= Twelfth Finance Commission =

2002 finance commission of India

The Twelfth Finance Commission of India was appointed on 1 November 2002 to make recommendations on the distribution of net proceeds of sharable taxes between union and states. The commission was headed by veteran economist of India, C. Rangarajan. The commission submitted its report on 30 November 2004 and covered the period from 2005 to 2010.

==Members==
The members of the commission were:

- C. Rangarajan, Chair
- T.R Prasad, IAS (retired)
- D.K Srivastava
- Som Pal, part time Member, resigned 14 May 2004
- Shankar N. Acharya, part time Member, replacing Som Pal from 2 July 2004

==Terms of Reference==
The commission was asked to make recommendations on the following matters:

1. The distribution of net proceed of taxes between union and states which are to be divided under chapter 1 part 12 of the constitution.
2. The policies required to increase the consolidated fund of states on the basis of recommendation made by the finance commission of states to supplement the resources of municipalities and panchayats in the state.

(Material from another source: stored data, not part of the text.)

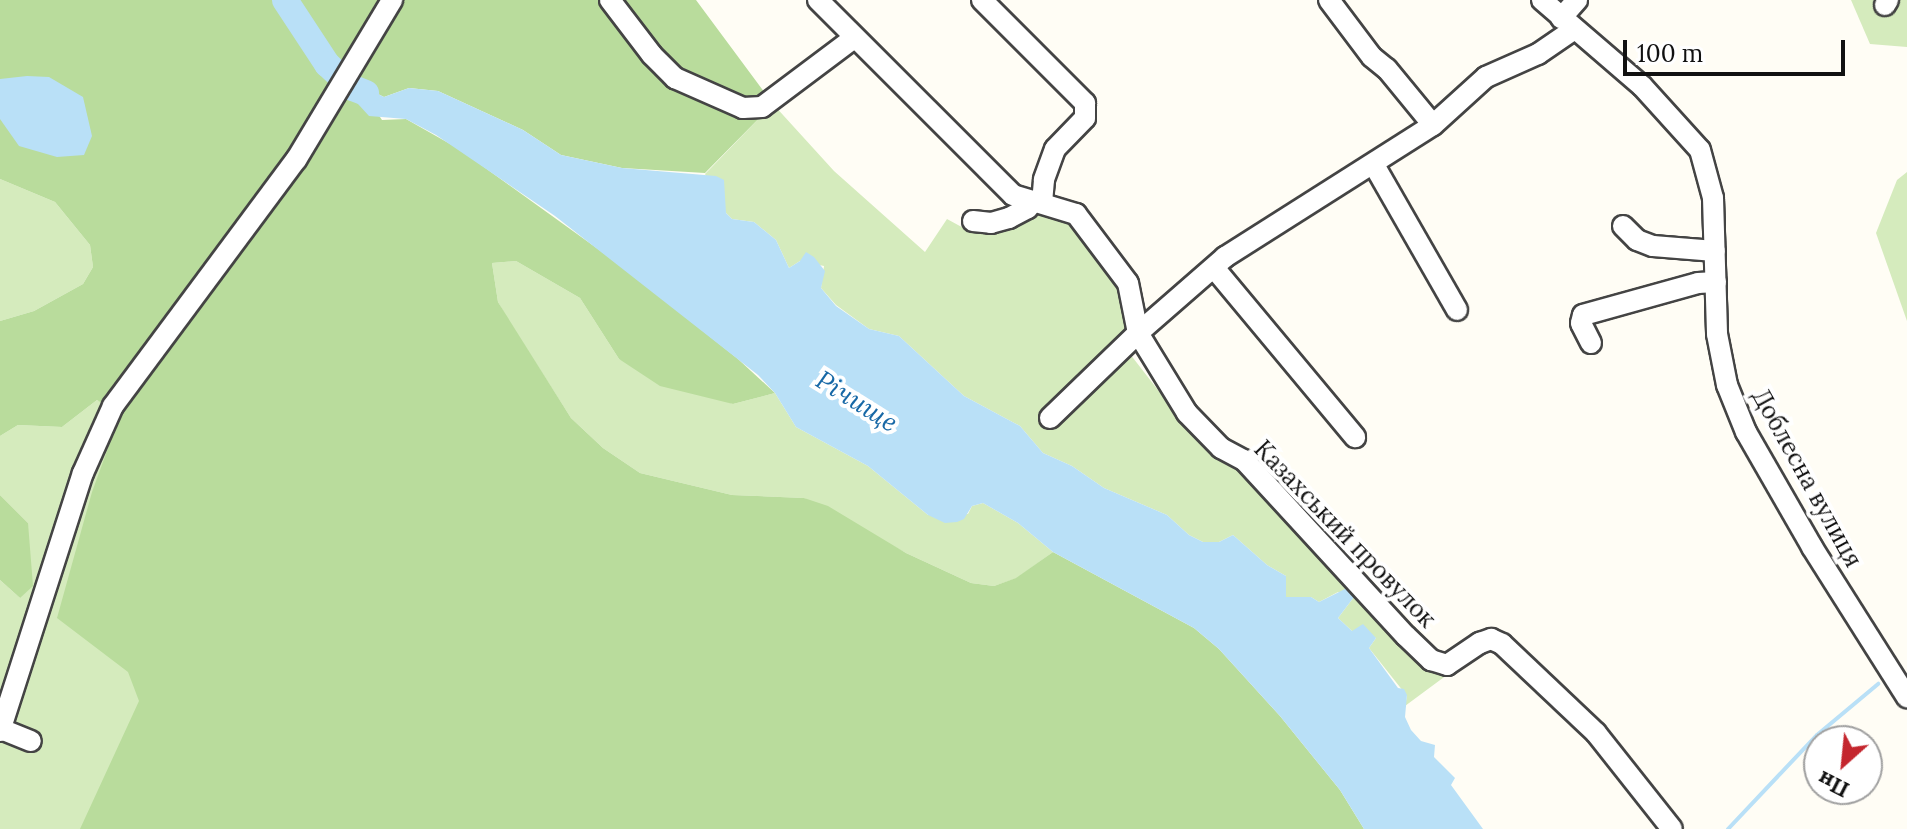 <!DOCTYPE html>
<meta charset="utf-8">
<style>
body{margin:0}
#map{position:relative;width:1907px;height:829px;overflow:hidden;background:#fffdf5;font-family:Lora,serif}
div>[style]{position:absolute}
.green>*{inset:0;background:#d5ebbd}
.forest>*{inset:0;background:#b9dc9c}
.water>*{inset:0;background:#b9e0f7}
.stream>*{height:4px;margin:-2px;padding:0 2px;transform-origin:2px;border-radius:2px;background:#b9e0f7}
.river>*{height:26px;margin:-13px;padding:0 13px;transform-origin:13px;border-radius:13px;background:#b9e0f7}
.roads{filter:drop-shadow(2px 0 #444) drop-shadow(-2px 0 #444) drop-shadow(0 2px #444) drop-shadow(0 -2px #444)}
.minor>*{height:20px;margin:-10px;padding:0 10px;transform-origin:10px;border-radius:10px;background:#fff}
span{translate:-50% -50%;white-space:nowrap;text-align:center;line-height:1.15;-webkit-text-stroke:8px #fff;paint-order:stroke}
.street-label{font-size:24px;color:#111}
.water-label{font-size:26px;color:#1768a6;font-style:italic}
.north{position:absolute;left:1803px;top:725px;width:80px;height:80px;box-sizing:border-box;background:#fff;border:2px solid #a0a0a0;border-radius:50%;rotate:207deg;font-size:22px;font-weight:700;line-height:32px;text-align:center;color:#111}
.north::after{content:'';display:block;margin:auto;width:28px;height:36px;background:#c4262e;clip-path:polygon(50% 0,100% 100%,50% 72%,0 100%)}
.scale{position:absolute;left:1623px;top:40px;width:222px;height:36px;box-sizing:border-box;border:4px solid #111;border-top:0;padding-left:10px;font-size:24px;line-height:28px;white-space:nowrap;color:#111;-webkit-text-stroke:6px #fff;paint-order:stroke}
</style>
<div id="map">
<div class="green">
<i style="clip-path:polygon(1851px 0,1907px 0,1907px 47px,1870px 44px)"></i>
<i style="clip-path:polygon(773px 104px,834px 171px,925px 252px,947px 219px,969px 231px,987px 230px,1039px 207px,1073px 218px,1122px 282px,1130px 354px,1161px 394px,1245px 478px,1257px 465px,1383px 604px,1455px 669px,1405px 706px,1407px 696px,1369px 648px,1376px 638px,1352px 631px,1338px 618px,1354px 597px,1338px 592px,1319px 602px,1311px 597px,1286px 597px,1286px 576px,1267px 565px,1233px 535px,1219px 542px,1203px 542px,1189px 535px,1167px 515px,1104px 488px,1072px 466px,1043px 453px,1020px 426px,964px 396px,899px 336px,869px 329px,836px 305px,821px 288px,824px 266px,800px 261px,789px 268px,776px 240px,754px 222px,732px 219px,726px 213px,705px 174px)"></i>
<i style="clip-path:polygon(1907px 172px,1907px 321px,1876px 233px,1897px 180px)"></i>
<i style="clip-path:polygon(0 179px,55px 202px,90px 245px,93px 267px,83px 284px,34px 311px,0 321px)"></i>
<i style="clip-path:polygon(516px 261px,580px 298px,619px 359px,733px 404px,775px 393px,796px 427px,868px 466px,928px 515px,968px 514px,972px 506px,983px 503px,1018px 523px,1053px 552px,1017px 578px,994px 586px,971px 583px,906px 553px,804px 498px,732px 495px,640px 473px,603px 448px,571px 418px,509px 321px,498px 302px,492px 263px)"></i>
<i style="clip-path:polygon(97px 400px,980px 829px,0 829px,0 580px,20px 598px,28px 523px,0 495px,0 436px,18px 425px,62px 427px)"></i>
</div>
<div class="forest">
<i style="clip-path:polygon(0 0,696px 0,773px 104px,705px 173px,622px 168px,561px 155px,523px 130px,438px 91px,409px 88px,384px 97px,358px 84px,382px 120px,406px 119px,459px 149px,616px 262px,738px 359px,775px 393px,733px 404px,660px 386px,619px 359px,580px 298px,516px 261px,492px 263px,498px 302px,571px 418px,603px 448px,640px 473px,732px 495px,804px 498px,828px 506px,906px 553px,971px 583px,994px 586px,1016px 578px,1053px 552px,1194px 628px,1219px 649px,1280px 716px,1340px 790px,1364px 829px,80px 829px,139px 701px,128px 672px,57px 618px,92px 492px,120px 415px,97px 400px,62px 427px,18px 425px,0 436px,0 321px,34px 311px,83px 284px,93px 267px,90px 245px,55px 202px,0 179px)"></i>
<i style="clip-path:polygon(0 495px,28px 523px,33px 586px,20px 598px,0 580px)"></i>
</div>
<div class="water">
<i style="clip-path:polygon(27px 76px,49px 77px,83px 97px,92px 136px,84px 155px,57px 157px,19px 146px,0 119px,0 79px)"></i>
<i style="clip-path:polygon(358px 84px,384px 97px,409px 88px,438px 91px,523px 130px,561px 155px,622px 168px,716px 176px,724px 180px,726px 213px,732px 219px,754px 222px,776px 240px,789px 268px,800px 261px,806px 252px,814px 257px,825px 271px,821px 288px,836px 306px,869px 329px,899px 336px,964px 396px,1020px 426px,1043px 453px,1072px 466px,1104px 488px,1167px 515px,1189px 535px,1203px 542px,1219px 542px,1233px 535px,1267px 565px,1286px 576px,1286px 597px,1311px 597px,1319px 602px,1347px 588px,1352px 590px,1354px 597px,1338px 618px,1352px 631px,1363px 624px,1376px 638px,1369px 648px,1398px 688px,1404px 689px,1407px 695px,1405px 717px,1411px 730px,1421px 741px,1435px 745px,1434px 757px,1455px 778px,1451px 785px,1483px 829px,1364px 829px,1340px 790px,1280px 716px,1219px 649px,1194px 628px,1053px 552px,1018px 523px,983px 503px,972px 506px,964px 519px,957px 522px,945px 523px,928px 515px,868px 466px,796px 427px,775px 393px,758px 375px,555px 216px,436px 135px,406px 119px,369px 116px,348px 93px)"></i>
</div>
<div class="stream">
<i style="left:1728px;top:829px;width:129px;rotate:-46.6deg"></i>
<i style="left:1817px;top:735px;width:80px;rotate:-39.9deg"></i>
</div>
<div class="river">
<i style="left:285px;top:0;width:77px;rotate:56.7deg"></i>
<i style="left:327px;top:64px;width:35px;rotate:43deg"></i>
<i style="left:353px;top:88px;width:14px;rotate:21deg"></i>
</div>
<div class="roads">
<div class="minor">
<i style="left:610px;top:0;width:69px;rotate:52.6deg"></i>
<i style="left:652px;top:55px;width:33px;rotate:45deg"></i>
<i style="left:675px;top:78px;width:74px;rotate:23.8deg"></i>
<i style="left:743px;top:108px;width:19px;rotate:-3deg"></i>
<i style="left:762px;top:107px;width:115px;rotate:-36.9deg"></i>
<i style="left:818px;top:0;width:276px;rotate:45deg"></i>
<i style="left:1013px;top:195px;width:66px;rotate:16.8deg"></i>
<i style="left:1076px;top:214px;width:86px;rotate:53deg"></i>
<i style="left:1128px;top:283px;width:51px;rotate:78.7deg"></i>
<i style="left:1138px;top:333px;width:94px;rotate:58.5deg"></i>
<i style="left:1187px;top:413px;width:49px;rotate:45.8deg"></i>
<i style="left:1221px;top:448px;width:26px;rotate:28deg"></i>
<i style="left:1244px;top:460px;width:239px;rotate:47.4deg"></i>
<i style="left:1406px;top:636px;width:35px;rotate:44deg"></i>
<i style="left:1431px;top:660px;width:17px;rotate:17deg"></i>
<i style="left:1447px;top:665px;width:40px;rotate:-34deg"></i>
<i style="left:1480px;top:643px;width:12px;rotate:-20deg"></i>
<i style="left:1491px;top:639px;width:12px;rotate:24deg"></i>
<i style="left:1502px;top:644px;width:129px;rotate:43.4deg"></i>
<i style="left:1596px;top:733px;width:122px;rotate:51.6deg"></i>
<i style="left:982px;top:0;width:146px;rotate:45deg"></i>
<i style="left:1085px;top:103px;width:15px;rotate:90deg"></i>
<i style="left:1085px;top:118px;width:43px;rotate:134.1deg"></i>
<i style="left:1055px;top:149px;width:33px;rotate:110deg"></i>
<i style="left:1044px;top:180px;width:22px;rotate:95deg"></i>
<i style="left:1329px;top:0;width:71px;rotate:53deg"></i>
<i style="left:1372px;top:57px;width:19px;rotate:39deg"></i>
<i style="left:1387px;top:69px;width:72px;rotate:50.6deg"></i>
<i style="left:1542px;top:0;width:132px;rotate:40.7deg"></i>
<i style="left:1642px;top:86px;width:86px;rotate:47.8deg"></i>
<i style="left:1700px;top:150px;width:50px;rotate:74.8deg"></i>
<i style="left:1713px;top:198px;width:136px;rotate:88.3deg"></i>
<i style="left:1717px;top:334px;width:52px;rotate:78.9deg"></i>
<i style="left:1727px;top:385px;width:51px;rotate:68deg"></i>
<i style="left:1746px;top:432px;width:133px;rotate:60.1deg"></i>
<i style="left:1812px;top:547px;width:178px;rotate:57.7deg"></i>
<i style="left:1885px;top:5px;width:6px;rotate:-59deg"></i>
<i style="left:1561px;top:18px;width:24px;rotate:-48deg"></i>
<i style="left:1374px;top:165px;width:167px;rotate:60.2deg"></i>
<i style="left:973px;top:221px;width:18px;rotate:6deg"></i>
<i style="left:991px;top:223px;width:19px;rotate:-16deg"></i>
<i style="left:1009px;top:218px;width:21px;rotate:-28deg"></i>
<i style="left:1028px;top:208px;width:8px;rotate:-60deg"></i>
<i style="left:1623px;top:226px;width:20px;rotate:45deg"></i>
<i style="left:1637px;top:240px;width:17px;rotate:21deg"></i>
<i style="left:1653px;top:246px;width:62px;rotate:4.6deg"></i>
<i style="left:1215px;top:269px;width:219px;rotate:50.2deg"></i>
<i style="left:1591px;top:343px;width:22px;rotate:-117deg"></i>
<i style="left:1581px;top:323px;width:8px;rotate:-76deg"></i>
<i style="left:1583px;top:315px;width:119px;rotate:-15.5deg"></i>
<i style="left:1698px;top:283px;width:18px;rotate:-3deg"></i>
<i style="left:1050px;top:418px;width:122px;rotate:-44deg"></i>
<i style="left:1138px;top:333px;width:116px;rotate:-41.1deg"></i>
<i style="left:1225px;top:257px;width:246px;rotate:-32.4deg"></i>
<i style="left:1433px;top:125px;width:72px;rotate:-42.2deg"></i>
<i style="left:1486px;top:77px;width:57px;rotate:-23.9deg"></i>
<i style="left:1538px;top:54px;width:42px;rotate:-34.4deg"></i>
<i style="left:1px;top:729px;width:32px;rotate:22deg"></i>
<i style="left:0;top:731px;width:271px;rotate:-72.2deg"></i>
<i style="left:83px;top:473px;width:73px;rotate:-65.9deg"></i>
<i style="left:113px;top:406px;width:307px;rotate:-53.4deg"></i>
<i style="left:296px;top:160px;width:187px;rotate:-59deg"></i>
</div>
</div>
<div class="street-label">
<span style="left:1807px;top:478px;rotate:61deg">Доблесна вулиця</span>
<span style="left:1345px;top:534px;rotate:46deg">Казахський провулок</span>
</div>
<div class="water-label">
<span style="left:857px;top:401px;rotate:32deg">Річище</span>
</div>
<div class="north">Пн</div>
<div class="scale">100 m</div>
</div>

In making the recommendation, the commission was asked to pay regard to
1. The resources of the union government and state government for five years starting from 1 April 2005 on the basis of the total tax and non-tax that it will likely to receive by the end of 2003–04.
2. The demand of the resources by the central government, in particular the need of expenditure on civil administration, internal security, defence, debt servicing and other committed expenditure and liabilities.

==Major recommendations==

- Macro-economic stability: the total fiscal deficit for centre and states to be reduced to 3% of GDP and the total tax-GDP ratio of both centre and states to be increased to 17.6% of GDP in 2009–10. The revenue deficit for the centre and states combined to be reduced to 0% by 2008.
- Distribution of Union Tax: the total share of states in the total sharable central taxes to be fixed at 30.5% and the share of states will come down to 29.5% if the states levy sales tax on sugar, textiles and tobacco.
- Grants to local bodies: the total grant that will have to be given to the states for panchayati raj institutions and local urban bodies for the period of 2005-09 will be Rs 20000 crores and Rs 5000 crores respectively.
- Calamity relief fund: the calamity relief fund scheme will continue as it was in the previous plans with central and states contributing in the ratio of 75: 25. The size of fund will be Rs 21333 crore for the period of 2005–10.
- Grant in aids to the states: for the period of 2005–10, the total non-plan revenue deficit grant of Rs 56856 crores is recommended to 15 states and the total grant of Rs 10172 is recommended for 8 educationally backward states. A grant of Rs 15000 crores is recommended for building roads and bridges which is in addition to the normal expenditure of the states while the grants that are recommended to the states for maintenance of public buildings, forests, heritage conservation and specific needs of states are Rs 500 crore, Rs 100 crore, Rs 625 crore and Rs 7100 crore.